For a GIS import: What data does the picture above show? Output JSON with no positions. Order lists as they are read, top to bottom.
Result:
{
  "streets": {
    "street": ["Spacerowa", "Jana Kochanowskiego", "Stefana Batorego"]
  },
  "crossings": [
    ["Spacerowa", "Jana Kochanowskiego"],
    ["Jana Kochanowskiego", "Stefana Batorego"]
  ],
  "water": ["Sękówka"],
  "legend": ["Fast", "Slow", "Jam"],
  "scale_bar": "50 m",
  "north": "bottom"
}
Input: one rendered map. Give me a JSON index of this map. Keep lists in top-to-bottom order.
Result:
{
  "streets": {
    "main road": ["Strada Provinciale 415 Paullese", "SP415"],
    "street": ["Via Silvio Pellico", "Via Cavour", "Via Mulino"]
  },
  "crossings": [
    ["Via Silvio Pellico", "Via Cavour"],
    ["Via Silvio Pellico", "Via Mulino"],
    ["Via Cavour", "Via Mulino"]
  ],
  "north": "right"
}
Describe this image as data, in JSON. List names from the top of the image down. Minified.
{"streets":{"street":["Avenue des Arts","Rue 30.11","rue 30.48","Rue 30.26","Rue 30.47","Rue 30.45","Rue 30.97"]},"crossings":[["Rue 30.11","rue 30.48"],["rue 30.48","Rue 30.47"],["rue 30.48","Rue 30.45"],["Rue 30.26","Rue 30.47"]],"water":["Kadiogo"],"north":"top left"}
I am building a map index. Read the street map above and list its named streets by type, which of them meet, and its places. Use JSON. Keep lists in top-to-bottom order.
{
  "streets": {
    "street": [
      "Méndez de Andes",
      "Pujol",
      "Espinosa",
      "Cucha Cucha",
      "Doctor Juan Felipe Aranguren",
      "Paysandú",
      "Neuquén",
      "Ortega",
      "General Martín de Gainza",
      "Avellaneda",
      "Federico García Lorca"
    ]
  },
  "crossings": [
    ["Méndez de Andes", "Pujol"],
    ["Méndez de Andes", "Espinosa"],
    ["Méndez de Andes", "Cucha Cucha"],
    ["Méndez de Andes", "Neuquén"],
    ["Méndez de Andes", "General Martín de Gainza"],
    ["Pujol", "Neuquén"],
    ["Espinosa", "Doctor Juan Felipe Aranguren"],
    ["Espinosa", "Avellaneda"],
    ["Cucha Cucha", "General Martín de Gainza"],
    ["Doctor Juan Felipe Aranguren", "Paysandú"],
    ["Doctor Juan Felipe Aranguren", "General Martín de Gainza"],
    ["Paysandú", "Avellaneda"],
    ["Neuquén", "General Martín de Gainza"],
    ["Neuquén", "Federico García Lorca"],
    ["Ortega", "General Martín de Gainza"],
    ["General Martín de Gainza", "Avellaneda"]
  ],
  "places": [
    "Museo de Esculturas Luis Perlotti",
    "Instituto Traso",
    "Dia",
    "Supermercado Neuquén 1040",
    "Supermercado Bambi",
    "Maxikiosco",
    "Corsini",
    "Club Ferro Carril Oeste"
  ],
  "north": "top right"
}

→ **Work order**: Go through the data above and transcribe every entry exactly.

→ **Result of the task**:
For a GIS import: What data does the picture above show? Output JSON with no positions. Order lists as they are read, top to bottom.
Result:
{
  "streets": {
    "street": ["Spacerowa", "Jana Kochanowskiego", "Stefana Batorego"]
  },
  "crossings": [
    ["Spacerowa", "Jana Kochanowskiego"],
    ["Jana Kochanowskiego", "Stefana Batorego"]
  ],
  "water": ["Sękówka"],
  "legend": ["Fast", "Slow", "Jam"],
  "scale_bar": "50 m",
  "north": "bottom"
}
Input: one rendered map. Give me a JSON index of this map. Keep lists in top-to-bottom order.
Result:
{
  "streets": {
    "main road": ["Strada Provinciale 415 Paullese", "SP415"],
    "street": ["Via Silvio Pellico", "Via Cavour", "Via Mulino"]
  },
  "crossings": [
    ["Via Silvio Pellico", "Via Cavour"],
    ["Via Silvio Pellico", "Via Mulino"],
    ["Via Cavour", "Via Mulino"]
  ],
  "north": "right"
}
Describe this image as data, in JSON. List names from the top of the image down. Minified.
{"streets":{"street":["Avenue des Arts","Rue 30.11","rue 30.48","Rue 30.26","Rue 30.47","Rue 30.45","Rue 30.97"]},"crossings":[["Rue 30.11","rue 30.48"],["rue 30.48","Rue 30.47"],["rue 30.48","Rue 30.45"],["Rue 30.26","Rue 30.47"]],"water":["Kadiogo"],"north":"top left"}
I am building a map index. Read the street map above and list its named streets by type, which of them meet, and its places. Use JSON. Keep lists in top-to-bottom order.
{
  "streets": {
    "street": [
      "Méndez de Andes",
      "Pujol",
      "Espinosa",
      "Cucha Cucha",
      "Doctor Juan Felipe Aranguren",
      "Paysandú",
      "Neuquén",
      "Ortega",
      "General Martín de Gainza",
      "Avellaneda",
      "Federico García Lorca"
    ]
  },
  "crossings": [
    ["Méndez de Andes", "Pujol"],
    ["Méndez de Andes", "Espinosa"],
    ["Méndez de Andes", "Cucha Cucha"],
    ["Méndez de Andes", "Neuquén"],
    ["Méndez de Andes", "General Martín de Gainza"],
    ["Pujol", "Neuquén"],
    ["Espinosa", "Doctor Juan Felipe Aranguren"],
    ["Espinosa", "Avellaneda"],
    ["Cucha Cucha", "General Martín de Gainza"],
    ["Doctor Juan Felipe Aranguren", "Paysandú"],
    ["Doctor Juan Felipe Aranguren", "General Martín de Gainza"],
    ["Paysandú", "Avellaneda"],
    ["Neuquén", "General Martín de Gainza"],
    ["Neuquén", "Federico García Lorca"],
    ["Ortega", "General Martín de Gainza"],
    ["General Martín de Gainza", "Avellaneda"]
  ],
  "places": [
    "Museo de Esculturas Luis Perlotti",
    "Instituto Traso",
    "Dia",
    "Supermercado Neuquén 1040",
    "Supermercado Bambi",
    "Maxikiosco",
    "Corsini",
    "Club Ferro Carril Oeste"
  ],
  "north": "top right"
}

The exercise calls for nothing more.